### ACTIVITY
Beginning at the first line of the material, output each line exactly until you reach and include the line containing "filter:drop-shadow(1px 0 #5e4a34)". Leave every picture out.

### SUPPLIED DATA
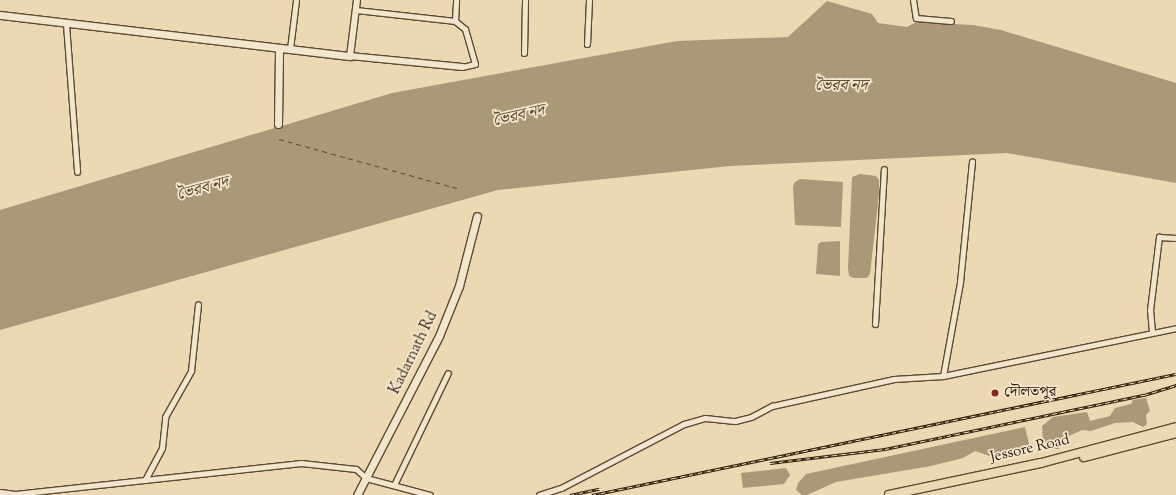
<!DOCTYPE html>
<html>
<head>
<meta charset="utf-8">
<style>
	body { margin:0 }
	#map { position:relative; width:1176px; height:495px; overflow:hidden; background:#ecd8b3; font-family:"Sorts Mill Goudy","Noto Serif Bengali",serif }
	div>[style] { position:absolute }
	.water>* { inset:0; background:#ab9879 }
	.ferry>* { height:1px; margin-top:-0.5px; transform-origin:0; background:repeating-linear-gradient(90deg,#604d36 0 5px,transparent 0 9px) }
	.roads { filter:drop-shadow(1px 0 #5e4a34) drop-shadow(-1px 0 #5e4a34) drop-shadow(0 1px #5e4a34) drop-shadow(0 -1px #5e4a34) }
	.minor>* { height:5px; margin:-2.5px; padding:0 2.5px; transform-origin:2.5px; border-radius:2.5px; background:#f3e6ce }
	.tertiary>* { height:6px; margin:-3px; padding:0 3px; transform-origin:3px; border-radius:3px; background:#f3e6ce }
	.secondary>* { height:7px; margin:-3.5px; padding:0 3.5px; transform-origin:3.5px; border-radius:3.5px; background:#f3e6ce }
	.trunk>* { height:8px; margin:-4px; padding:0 4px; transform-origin:4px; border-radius:4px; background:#ecd8b3 }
	.rail>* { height:3px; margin-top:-1.5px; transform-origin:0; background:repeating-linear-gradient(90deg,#f3e6ce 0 4.5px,#2e1b09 0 9px); box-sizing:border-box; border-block:1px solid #2e1b09 }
	.dots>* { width:11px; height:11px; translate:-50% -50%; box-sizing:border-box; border:2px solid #f3e6ce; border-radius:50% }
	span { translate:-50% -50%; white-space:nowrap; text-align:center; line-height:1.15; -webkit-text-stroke:3.5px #f3e6ce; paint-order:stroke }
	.street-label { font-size:15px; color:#2e1b09 }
	.poi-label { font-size:15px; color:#2e1b09 }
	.left { translate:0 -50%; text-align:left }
	.water-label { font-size:16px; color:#604d36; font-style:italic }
</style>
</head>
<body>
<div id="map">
	<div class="water">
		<div style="clip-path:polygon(827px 1px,872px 14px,878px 23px,907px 27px,916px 22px,973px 25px,1001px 30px,1176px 83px,1176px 183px,1007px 153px,730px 166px,498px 190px,0 330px,0 210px,392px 93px,677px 41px,788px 37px)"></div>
		<div style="clip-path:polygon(860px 174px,876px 176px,879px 180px,879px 194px,870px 274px,867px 278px,853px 278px,849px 276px,848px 268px,852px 177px)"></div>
		<div style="clip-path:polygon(800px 179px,843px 182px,841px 227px,795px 225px,793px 187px,795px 182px)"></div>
		<div style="clip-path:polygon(840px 241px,840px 276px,816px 274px,818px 244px,821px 242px)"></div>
		<div style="clip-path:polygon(1146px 398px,1150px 411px,1146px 415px,1147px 424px,1143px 427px,1133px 422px,1115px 423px,1091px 431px,1082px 430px,1069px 436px,1069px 439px,1059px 441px,1059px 449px,1056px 449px,1043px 440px,1042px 426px,1053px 417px,1087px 412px,1090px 421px,1110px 416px,1115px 408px,1131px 404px,1133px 400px)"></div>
		<div style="clip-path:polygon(1025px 427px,1030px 448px,990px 456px,975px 451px,963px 458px,931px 466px,836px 482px,807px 495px,802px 495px,796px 490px,798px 483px,806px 474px)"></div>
		<div style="clip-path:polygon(786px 468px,790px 475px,784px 484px,743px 488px,741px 473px)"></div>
	</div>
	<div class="ferry">
		<div style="left:279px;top:139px;width:188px;rotate:15.4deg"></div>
	</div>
	<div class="roads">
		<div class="minor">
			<div style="left:913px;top:0;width:18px;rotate:81deg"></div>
			<div style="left:916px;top:18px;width:35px;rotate:5deg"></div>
			<div style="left:356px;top:10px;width:100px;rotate:6.3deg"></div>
			<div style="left:455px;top:21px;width:21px;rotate:-87deg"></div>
			<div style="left:455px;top:21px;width:13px;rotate:39deg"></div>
			<div style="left:465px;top:29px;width:36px;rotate:74deg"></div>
			<div style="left:475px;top:64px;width:13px;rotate:167deg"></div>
			<div style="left:66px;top:24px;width:148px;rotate:85.7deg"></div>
			<div style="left:587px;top:44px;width:44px;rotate:-87.4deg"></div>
			<div style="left:290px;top:49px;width:49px;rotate:-83deg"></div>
			<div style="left:524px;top:53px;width:53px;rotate:-88.9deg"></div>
			<div style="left:875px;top:324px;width:155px;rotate:-86.7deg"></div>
			<div style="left:1152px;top:332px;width:22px;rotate:-95deg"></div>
			<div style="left:1150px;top:310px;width:74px;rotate:-83deg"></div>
			<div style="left:1159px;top:237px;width:17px;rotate:3deg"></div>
			<div style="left:943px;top:376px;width:96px;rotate:-79.7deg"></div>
			<div style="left:960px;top:282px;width:121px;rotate:-84.3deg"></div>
			<div style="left:145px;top:480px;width:36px;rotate:-62deg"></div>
			<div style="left:162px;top:448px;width:31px;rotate:-84deg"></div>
			<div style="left:165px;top:417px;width:53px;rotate:-60.5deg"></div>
			<div style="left:191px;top:371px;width:67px;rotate:-84deg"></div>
			<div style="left:394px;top:485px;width:124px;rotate:-64.3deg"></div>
			<div style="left:0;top:492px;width:15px;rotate:8deg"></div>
			<div style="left:15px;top:494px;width:288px;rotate:-6.2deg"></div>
			<div style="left:301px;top:463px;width:55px;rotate:6.2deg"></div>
			<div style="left:356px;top:469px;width:13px;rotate:42deg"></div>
			<div style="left:366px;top:478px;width:66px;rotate:14.9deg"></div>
			<div style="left:539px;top:495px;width:23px;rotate:-18deg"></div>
			<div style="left:561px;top:488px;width:139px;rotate:-27.5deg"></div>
			<div style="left:684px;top:424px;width:22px;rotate:-16deg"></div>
			<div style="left:705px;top:418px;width:30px;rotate:6deg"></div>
			<div style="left:735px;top:421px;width:16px;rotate:-14deg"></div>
			<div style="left:751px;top:417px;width:24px;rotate:-28deg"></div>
			<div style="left:772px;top:406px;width:125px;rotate:-12.5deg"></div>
			<div style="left:894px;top:379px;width:49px;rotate:-3.5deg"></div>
			<div style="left:943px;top:376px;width:238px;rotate:-11.6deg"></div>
		</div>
		<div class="tertiary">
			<div style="left:357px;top:0;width:56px;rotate:97.1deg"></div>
			<div style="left:350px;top:56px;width:113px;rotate:5.6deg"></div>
		</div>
		<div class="secondary">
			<div style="left:0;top:15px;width:352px;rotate:6.7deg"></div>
			<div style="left:278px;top:124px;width:76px;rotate:-89.2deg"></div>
			<div style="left:357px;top:495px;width:179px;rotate:-62.7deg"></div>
			<div style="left:439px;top:336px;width:54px;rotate:-68.2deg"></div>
			<div style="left:459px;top:286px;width:72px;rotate:-75.6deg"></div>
		</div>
		<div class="trunk">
			<div style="left:1084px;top:457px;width:95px;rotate:-14.6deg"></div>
			<div style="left:889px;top:495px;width:155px;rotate:-11.9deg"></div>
			<div style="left:1041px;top:463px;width:140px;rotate:-14.9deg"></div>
		</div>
	</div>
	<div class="rail">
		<div style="left:770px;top:463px;width:116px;rotate:-6.9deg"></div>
		<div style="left:885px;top:449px;width:265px;rotate:-11.8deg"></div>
		<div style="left:1144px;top:395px;width:34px;rotate:-17deg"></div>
		<div style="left:570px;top:495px;width:30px;rotate:-12deg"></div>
		<div style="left:592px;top:495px;width:596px;rotate:-11.71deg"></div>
	</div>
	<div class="dots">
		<div style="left:995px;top:393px;background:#8f2418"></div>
	</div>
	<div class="street-label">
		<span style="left:414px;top:353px;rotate:-64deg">Kadarnath Rd</span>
		<span style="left:1030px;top:449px;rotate:-13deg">Jessore Road</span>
	</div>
	<div class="poi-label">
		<span class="left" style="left:1004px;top:393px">দৌলতপুর</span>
	</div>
	<div class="water-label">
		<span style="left:841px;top:87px">ভৈরব নদ</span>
		<span style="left:519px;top:117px;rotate:-13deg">ভৈরব নদ</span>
		<span style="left:203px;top:190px;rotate:-15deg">ভৈরব নদ</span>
	</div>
</div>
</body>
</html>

### ANSWER SPACE
<!DOCTYPE html>
<html>
<head>
<meta charset="utf-8">
<style>
	body { margin:0 }
	#map { position:relative; width:1176px; height:495px; overflow:hidden; background:#ecd8b3; font-family:"Sorts Mill Goudy","Noto Serif Bengali",serif }
	div>[style] { position:absolute }
	.water>* { inset:0; background:#ab9879 }
	.ferry>* { height:1px; margin-top:-0.5px; transform-origin:0; background:repeating-linear-gradient(90deg,#604d36 0 5px,transparent 0 9px) }
	.roads { filter:drop-shadow(1px 0 #5e4a34) drop-shadow(-1px 0 #5e4a34) drop-shadow(0 1px #5e4a34) drop-shadow(0 -1px #5e4a34) }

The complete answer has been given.